- [WHAT YOU NEED TO DO]:
The result should be the lines from the one holding "I am building" to the final line of the records, retyped exactly.

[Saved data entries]
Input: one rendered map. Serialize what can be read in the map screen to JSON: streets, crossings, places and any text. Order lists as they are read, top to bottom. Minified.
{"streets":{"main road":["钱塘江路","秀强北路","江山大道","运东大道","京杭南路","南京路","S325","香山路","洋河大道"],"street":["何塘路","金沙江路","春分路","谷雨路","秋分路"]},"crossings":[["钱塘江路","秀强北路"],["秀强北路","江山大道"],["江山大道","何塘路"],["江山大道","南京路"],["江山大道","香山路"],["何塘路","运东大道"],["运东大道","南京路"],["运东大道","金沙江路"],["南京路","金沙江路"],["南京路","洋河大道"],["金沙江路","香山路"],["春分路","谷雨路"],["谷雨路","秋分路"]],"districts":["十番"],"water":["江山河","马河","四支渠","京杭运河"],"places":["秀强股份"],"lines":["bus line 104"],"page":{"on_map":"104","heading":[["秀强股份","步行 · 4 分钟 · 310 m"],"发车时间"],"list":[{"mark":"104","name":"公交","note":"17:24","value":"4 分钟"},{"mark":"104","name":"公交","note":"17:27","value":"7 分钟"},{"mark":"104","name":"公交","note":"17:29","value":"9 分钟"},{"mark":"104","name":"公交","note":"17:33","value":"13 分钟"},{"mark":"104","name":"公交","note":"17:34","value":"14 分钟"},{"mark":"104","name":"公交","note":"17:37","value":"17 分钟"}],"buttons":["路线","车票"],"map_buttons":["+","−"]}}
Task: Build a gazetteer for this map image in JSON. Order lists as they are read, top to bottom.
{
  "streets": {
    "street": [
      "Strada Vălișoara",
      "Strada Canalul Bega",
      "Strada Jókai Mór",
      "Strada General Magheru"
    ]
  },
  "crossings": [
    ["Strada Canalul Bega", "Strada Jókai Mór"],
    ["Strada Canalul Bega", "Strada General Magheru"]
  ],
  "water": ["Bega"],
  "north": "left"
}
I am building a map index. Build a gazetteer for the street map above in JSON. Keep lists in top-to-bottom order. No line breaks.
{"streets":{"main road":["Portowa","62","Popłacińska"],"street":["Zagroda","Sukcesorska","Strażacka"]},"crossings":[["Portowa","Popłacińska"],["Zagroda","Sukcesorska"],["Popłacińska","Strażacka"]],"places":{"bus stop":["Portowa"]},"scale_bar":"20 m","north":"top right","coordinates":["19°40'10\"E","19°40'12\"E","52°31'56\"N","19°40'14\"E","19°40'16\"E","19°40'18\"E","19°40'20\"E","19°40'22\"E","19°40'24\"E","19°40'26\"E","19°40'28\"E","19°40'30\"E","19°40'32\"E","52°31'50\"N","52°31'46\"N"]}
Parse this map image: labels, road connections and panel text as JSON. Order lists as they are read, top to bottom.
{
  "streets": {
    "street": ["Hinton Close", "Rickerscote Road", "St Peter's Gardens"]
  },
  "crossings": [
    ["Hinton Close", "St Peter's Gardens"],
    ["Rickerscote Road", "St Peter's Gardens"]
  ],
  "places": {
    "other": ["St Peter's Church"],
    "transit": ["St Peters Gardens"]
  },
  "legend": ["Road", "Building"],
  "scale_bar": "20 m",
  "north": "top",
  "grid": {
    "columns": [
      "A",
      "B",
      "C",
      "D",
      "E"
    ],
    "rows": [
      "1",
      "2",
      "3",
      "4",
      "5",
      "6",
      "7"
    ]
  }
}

- [RESPONSE AREA]:
I am building a map index. Build a gazetteer for the street map above in JSON. Keep lists in top-to-bottom order. No line breaks.
{"streets":{"main road":["Portowa","62","Popłacińska"],"street":["Zagroda","Sukcesorska","Strażacka"]},"crossings":[["Portowa","Popłacińska"],["Zagroda","Sukcesorska"],["Popłacińska","Strażacka"]],"places":{"bus stop":["Portowa"]},"scale_bar":"20 m","north":"top right","coordinates":["19°40'10\"E","19°40'12\"E","52°31'56\"N","19°40'14\"E","19°40'16\"E","19°40'18\"E","19°40'20\"E","19°40'22\"E","19°40'24\"E","19°40'26\"E","19°40'28\"E","19°40'30\"E","19°40'32\"E","52°31'50\"N","52°31'46\"N"]}
Parse this map image: labels, road connections and panel text as JSON. Order lists as they are read, top to bottom.
{
  "streets": {
    "street": ["Hinton Close", "Rickerscote Road", "St Peter's Gardens"]
  },
  "crossings": [
    ["Hinton Close", "St Peter's Gardens"],
    ["Rickerscote Road", "St Peter's Gardens"]
  ],
  "places": {
    "other": ["St Peter's Church"],
    "transit": ["St Peters Gardens"]
  },
  "legend": ["Road", "Building"],
  "scale_bar": "20 m",
  "north": "top",
  "grid": {
    "columns": [
      "A",
      "B",
      "C",
      "D",
      "E"
    ],
    "rows": [
      "1",
      "2",
      "3",
      "4",
      "5",
      "6",
      "7"
    ]
  }
}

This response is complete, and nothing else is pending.